Just about everyone either knows or is a person who's concerned about his weight. The cycle of dieting, losing weight, starting to eat "normally," regaining what was lost, and dieting again has become totally familiar, the subject of sitcom jokes and conversation among friends. Perhaps a majority of Americans have been on diets at some point in their lives, and many or most have lost weight. But most gain the weight back within a year, and the U.S. remains the home of the most overweight population of any developed country in the world.

As these examples make clear, behavior change isn't just a matter of decision. All those smokers really do want to quit permanently, and all those dieters really do want to lose weight and keep it off. In most cases, however, they need help. If you want to make sure that your social marketing campaign is effective, you not only have to convince people to take action, but you have to support them as they do, and then you have to help them maintain the change once they've made it.

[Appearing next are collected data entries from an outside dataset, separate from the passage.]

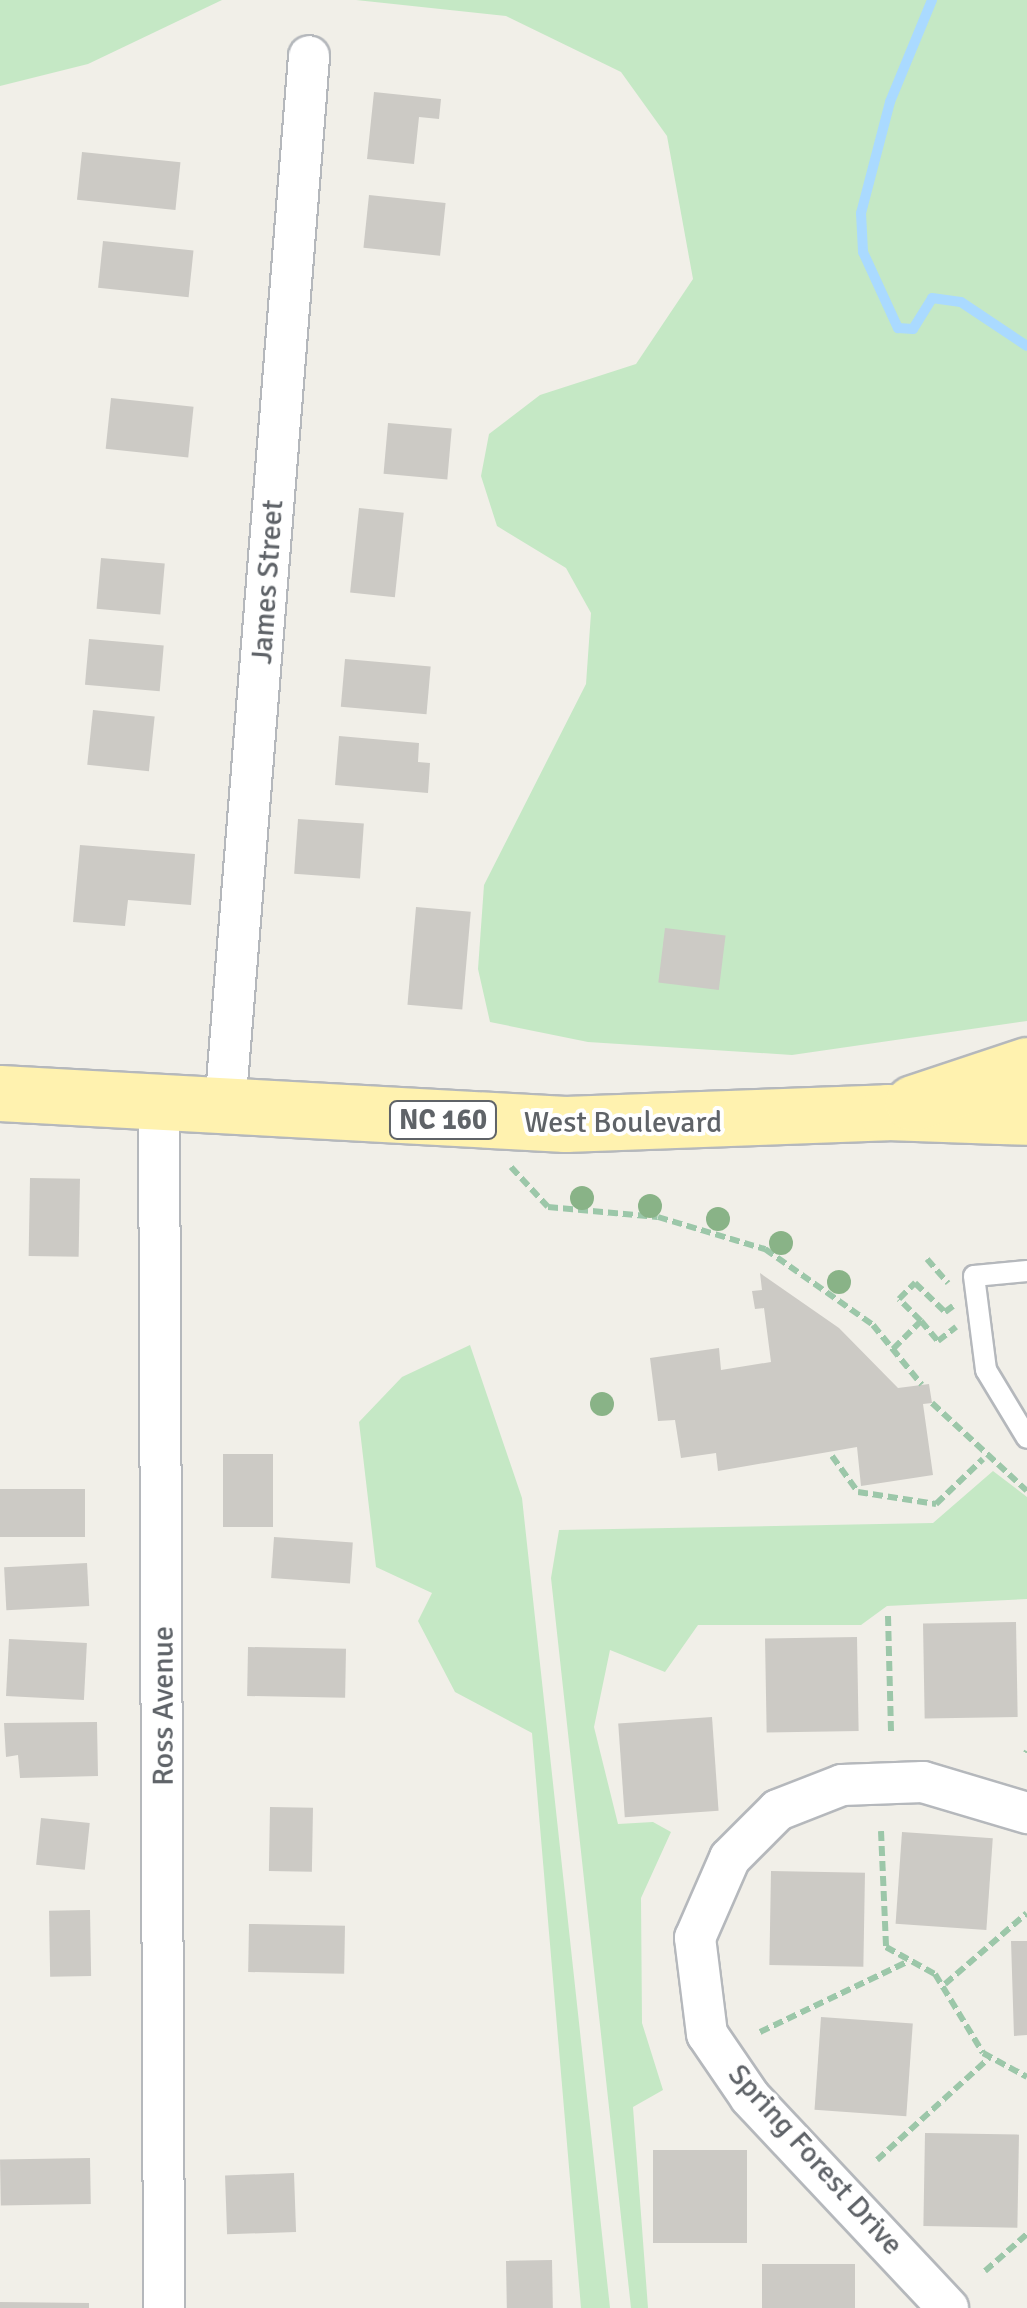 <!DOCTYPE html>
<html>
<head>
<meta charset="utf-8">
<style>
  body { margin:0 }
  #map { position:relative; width:1027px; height:2308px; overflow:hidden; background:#f1efe8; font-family:Signika,sans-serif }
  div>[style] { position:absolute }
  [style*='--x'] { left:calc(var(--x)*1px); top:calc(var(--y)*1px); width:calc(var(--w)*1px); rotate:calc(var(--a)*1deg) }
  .green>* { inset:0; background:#c5e8c5 }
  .stream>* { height:10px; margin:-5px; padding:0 5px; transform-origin:5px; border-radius:5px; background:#aadaff }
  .building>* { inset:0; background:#cccac5; transform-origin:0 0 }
  .path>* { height:6px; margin-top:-3px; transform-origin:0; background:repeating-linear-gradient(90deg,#9cc7a9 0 10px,transparent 0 15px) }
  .roads { filter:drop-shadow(2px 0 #b5b8bc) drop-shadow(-2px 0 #b5b8bc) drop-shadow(0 2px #b5b8bc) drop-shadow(0 -2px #b5b8bc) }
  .lane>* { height:20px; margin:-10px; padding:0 10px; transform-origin:10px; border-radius:10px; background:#fff }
  .street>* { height:40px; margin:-20px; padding:0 20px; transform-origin:20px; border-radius:20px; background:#fff }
  .primary>* { height:55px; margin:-27.5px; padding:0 27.5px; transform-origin:27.5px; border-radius:27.5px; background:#fff2af }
  .trees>* { width:24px; height:24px; margin:-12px; border-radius:50%; background:#89b387 }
  span { translate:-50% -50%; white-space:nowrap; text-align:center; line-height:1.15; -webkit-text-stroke:8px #fff; paint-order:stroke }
  .shield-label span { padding:2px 8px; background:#fff; border:2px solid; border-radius:8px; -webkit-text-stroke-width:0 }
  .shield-label { font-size:28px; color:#5f6368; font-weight:700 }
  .street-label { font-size:30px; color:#5f6368 }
</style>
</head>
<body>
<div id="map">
  <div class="green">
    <i style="clip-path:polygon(0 0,222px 0,88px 64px,0 86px)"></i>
    <i style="clip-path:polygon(356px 0,1027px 0,1027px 1021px,792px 1055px,588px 1042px,490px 1022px,478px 969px,484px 885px,586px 684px,591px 613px,566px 568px,497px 526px,481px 476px,489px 434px,540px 395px,636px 364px,693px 279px,667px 136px,621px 72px,506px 16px)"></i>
    <i style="clip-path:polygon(470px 1345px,522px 1498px,610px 2308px,581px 2308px,532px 1733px,455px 1692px,418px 1621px,432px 1593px,376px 1567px,359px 1422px,402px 1377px)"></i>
    <i style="clip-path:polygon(993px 1471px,1027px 1497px,1027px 1599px,887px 1606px,861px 1625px,698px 1625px,665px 1672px,610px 1650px,594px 1727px,618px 1824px,653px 1822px,671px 1832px,641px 1898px,642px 2023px,663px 2090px,633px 2107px,648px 2308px,631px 2308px,551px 1578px,559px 1530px,933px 1523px)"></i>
  </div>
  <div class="stream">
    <i style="--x:932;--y:0;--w:110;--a:112.4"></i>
    <i style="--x:890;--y:102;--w:115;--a:104.6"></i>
    <i style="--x:861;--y:213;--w:39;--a:87"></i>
    <i style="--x:863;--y:252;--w:84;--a:65.3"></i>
    <i style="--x:898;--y:328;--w:15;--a:4"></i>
    <i style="--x:913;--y:329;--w:36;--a:-58"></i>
    <i style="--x:932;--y:298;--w:29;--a:8"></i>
    <i style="--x:961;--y:302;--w:79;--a:33.7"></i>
  </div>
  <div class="building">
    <i style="clip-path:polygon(374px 92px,441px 99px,439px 119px,419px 117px,414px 164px,367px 159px)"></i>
    <i style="left:82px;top:152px;width:99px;height:48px;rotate:6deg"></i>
    <i style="left:369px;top:195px;width:77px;height:53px;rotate:6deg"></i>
    <i style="left:103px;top:241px;width:91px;height:47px;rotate:6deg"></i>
    <i style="left:111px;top:398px;width:83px;height:51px;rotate:6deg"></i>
    <i style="left:388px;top:423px;width:64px;height:51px;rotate:5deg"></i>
    <i style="left:359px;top:508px;width:45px;height:85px;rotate:6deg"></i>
    <i style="left:101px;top:558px;width:64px;height:51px;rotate:5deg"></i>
    <i style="left:89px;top:639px;width:75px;height:46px;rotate:5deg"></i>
    <i style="left:345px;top:659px;width:86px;height:48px;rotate:5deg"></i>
    <i style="left:93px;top:710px;width:62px;height:55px;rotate:6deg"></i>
    <i style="clip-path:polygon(339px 736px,419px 743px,418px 762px,430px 763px,428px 793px,335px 785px)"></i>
    <i style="left:298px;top:819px;width:66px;height:55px;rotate:4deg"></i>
    <i style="clip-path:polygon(80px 845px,195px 854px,191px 905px,128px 900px,125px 926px,73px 922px)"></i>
    <i style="left:416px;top:907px;width:55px;height:98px;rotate:5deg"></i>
    <i style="left:665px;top:928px;width:61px;height:55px;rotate:7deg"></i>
    <i style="left:30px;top:1178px;width:50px;height:78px;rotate:1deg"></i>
    <i style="clip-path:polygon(760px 1273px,839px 1328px,898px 1388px,929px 1384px,932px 1403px,923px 1404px,933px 1475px,861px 1486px,857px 1447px,718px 1471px,716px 1453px,681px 1458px,675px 1420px,658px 1421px,650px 1358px,719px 1348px,721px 1370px,771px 1362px,764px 1308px,755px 1309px,752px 1291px,762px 1290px)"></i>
    <i style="left:223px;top:1454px;width:50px;height:73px"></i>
    <i style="left:0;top:1489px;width:85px;height:48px"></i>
    <i style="left:274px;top:1537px;width:79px;height:41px;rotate:4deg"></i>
    <i style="left:87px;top:1563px;width:43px;height:83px;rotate:87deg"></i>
    <i style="left:1016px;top:1622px;width:95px;height:93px;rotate:89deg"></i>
    <i style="left:857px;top:1637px;width:94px;height:92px;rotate:89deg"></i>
    <i style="left:9px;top:1639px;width:78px;height:57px;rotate:3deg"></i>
    <i style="left:248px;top:1647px;width:98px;height:49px;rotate:1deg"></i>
    <i style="left:712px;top:1717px;width:94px;height:94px;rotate:86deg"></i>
    <i style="clip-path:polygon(97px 1722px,98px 1776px,20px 1778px,18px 1755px,6px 1757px,4px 1723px)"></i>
    <i style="left:270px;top:1807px;width:43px;height:64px;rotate:1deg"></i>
    <i style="left:41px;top:1818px;width:49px;height:47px;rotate:6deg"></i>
    <i style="left:902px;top:1832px;width:91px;height:92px;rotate:4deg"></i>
    <i style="left:771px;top:1871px;width:94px;height:94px;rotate:1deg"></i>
    <i style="left:90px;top:1910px;width:66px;height:41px;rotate:89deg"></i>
    <i style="left:249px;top:1924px;width:96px;height:48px;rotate:1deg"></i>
    <i style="clip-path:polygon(1011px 1941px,1027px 1941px,1027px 2035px,1014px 2036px)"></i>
    <i style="left:821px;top:2017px;width:92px;height:93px;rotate:4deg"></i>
    <i style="left:925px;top:2133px;width:94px;height:93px;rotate:1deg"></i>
    <i style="left:653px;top:2150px;width:94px;height:93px"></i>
    <i style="left:90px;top:2158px;width:46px;height:90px;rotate:89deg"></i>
    <i style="left:294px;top:2173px;width:59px;height:69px;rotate:88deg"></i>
    <i style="left:552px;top:2260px;width:48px;height:46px;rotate:89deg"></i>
    <i style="left:762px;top:2264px;width:93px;height:44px"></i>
    <i style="clip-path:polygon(0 2302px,89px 2303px,89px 2308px,0 2308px)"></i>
  </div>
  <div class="path">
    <i style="--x:511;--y:1167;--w:54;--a:47.2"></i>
    <i style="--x:548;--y:1207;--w:110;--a:5.2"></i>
    <i style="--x:658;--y:1217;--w:112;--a:16.7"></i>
    <i style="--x:765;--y:1249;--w:132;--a:35.1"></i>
    <i style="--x:873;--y:1325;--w:77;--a:50.8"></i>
    <i style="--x:927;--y:1259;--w:32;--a:49"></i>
    <i style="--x:921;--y:1321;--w:26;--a:50"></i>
    <i style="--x:938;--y:1341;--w:23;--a:-38"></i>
    <i style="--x:893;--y:1349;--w:40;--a:-45"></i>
    <i style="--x:921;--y:1321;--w:31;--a:-135"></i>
    <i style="--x:899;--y:1299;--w:23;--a:-45"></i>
    <i style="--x:915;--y:1283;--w:42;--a:44"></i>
    <i style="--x:945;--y:1312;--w:10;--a:-37"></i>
    <i style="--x:932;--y:1403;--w:129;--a:42.8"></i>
    <i style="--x:832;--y:1456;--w:44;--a:54.2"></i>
    <i style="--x:858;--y:1492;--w:79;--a:8.7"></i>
    <i style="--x:936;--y:1504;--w:65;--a:-43.8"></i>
    <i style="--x:888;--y:1616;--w:118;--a:88.5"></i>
    <i style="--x:1026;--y:1753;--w:2;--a:-63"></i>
    <i style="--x:881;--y:1831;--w:116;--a:87.5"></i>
    <i style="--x:886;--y:1947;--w:56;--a:28.9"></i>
    <i style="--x:935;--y:1974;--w:92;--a:58.7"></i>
    <i style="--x:983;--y:2053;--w:50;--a:28.6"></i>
    <i style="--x:945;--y:1984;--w:108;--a:-40.9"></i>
    <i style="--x:760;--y:2032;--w:165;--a:-25.5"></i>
    <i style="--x:877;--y:2160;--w:151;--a:-42.3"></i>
    <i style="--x:985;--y:2271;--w:56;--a:-41.4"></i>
  </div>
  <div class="roads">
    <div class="lane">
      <i style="--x:1027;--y:1271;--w:53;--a:174.6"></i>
      <i style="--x:974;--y:1276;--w:95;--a:82.7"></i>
      <i style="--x:986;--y:1370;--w:79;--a:58.9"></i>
    </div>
    <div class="street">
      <i style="--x:159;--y:1104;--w:1204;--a:89.76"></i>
      <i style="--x:225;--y:1108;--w:1055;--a:-85.43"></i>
      <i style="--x:948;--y:2308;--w:289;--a:-133.2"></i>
      <i style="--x:750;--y:2097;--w:76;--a:-124.3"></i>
      <i style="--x:707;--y:2034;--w:97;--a:-97.1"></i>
      <i style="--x:695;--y:1938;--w:87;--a:-66.4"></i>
      <i style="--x:730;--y:1858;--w:68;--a:-45"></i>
      <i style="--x:778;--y:1810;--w:69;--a:-21.3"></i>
      <i style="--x:842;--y:1785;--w:81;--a:-2.1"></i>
      <i style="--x:923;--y:1782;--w:109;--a:16.6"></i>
    </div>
    <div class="primary">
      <i style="--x:0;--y:1093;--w:566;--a:3.14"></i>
      <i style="--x:565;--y:1124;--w:322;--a:-2.1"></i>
      <i style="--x:887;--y:1112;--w:140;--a:2"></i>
      <i style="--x:913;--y:1103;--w:120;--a:-18.4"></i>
    </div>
  </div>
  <div class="trees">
    <i style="left:582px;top:1198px"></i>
    <i style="left:650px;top:1206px"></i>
    <i style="left:718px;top:1219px"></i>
    <i style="left:781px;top:1243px"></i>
    <i style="left:839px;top:1282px"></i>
    <i style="left:602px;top:1404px"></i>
  </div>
  <div class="shield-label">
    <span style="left:443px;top:1120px">NC 160</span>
  </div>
  <div class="street-label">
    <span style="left:268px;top:582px;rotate:-86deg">James Street</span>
    <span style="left:623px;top:1123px">West Boulevard</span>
    <span style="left:164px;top:1706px;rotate:-90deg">Ross Avenue</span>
    <span style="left:815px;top:2160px;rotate:48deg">Spring Forest Drive</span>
  </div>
</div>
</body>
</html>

Note: This section, like the others in this chapter, assumes that you have done your market research. Listening to what your target audience has to say and responding to it is a cornerstone of social marketing. In this circumstance, it will tell you what makes it difficult for your target audience to take action or maintain behavior change

What do we mean by supporting and maintaining behavior changes?

Supporting behavior change, in simplest terms, involves helping to create or provide the environment, circumstances, equipment, information, and the logistical and psychological assistance that make it possible for people to take action to change their behavior. As we'll discuss later in this section, that support can take many forms, but they're all aimed at making it easier for people to take action.

Maintaining behavior change, on the other hand, goes on after the initial action has been taken. Often, that action is only the first step. Going on a diet, for instance, doesn't mean the dieter has accomplished the change he wants. That has only happened when he has reached his ideal weight and can stay at that point indefinitely. In order for that to happen, he may have to change a number of behaviors permanently: eating habits, exercise patterns, alcohol consumption, perhaps even where and with whom he eats lunch, or where he takes vacations.

Your social marketing campaign can't be successful unless it can help people maintain their changes over time. That may require some of the same kinds of support that action does, as well as helping people learn new skills and acquire other attributes that contribute to their ability to sustain the changes they've made.

What types of behavior changes need to be supported and maintained?

There are essentially four types of behavior change, each requiring a different approach to support and maintenance. Recognizing which type you're hoping to encourage will help you choose a strategy to make that change more probable.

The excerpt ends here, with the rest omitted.